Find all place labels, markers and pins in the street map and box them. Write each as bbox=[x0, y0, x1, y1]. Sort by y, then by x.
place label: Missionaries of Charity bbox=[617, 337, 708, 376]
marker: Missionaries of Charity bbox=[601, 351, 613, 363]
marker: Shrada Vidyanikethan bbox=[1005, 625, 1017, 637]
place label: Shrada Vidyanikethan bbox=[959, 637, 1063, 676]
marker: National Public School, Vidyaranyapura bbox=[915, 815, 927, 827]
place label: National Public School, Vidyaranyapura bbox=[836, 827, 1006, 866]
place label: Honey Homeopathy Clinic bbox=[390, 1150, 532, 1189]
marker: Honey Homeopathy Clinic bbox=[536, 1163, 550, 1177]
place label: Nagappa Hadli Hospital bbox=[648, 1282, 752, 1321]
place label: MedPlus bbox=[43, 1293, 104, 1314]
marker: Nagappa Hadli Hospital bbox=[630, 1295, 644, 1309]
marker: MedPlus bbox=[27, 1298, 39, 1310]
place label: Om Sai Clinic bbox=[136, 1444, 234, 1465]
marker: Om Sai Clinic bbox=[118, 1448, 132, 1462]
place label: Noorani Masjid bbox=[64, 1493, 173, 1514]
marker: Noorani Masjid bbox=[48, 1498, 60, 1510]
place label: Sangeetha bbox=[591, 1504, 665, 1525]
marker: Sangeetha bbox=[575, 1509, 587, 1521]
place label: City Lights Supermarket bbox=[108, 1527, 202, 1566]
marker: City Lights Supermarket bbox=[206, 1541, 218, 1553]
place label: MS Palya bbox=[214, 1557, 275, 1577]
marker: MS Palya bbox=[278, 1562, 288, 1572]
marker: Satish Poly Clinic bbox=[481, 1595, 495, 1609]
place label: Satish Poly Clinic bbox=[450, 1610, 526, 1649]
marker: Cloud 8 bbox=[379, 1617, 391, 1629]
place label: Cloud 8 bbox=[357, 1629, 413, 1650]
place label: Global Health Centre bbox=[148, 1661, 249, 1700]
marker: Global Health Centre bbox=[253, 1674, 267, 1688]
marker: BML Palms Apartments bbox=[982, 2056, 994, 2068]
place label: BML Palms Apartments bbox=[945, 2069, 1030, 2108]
*****
Your reply should hold all the lines from the listing above in which "Supermarket" appears.

> **REPLY TO THE TASK**
place label: City Lights Supermarket bbox=[108, 1527, 202, 1566]
marker: City Lights Supermarket bbox=[206, 1541, 218, 1553]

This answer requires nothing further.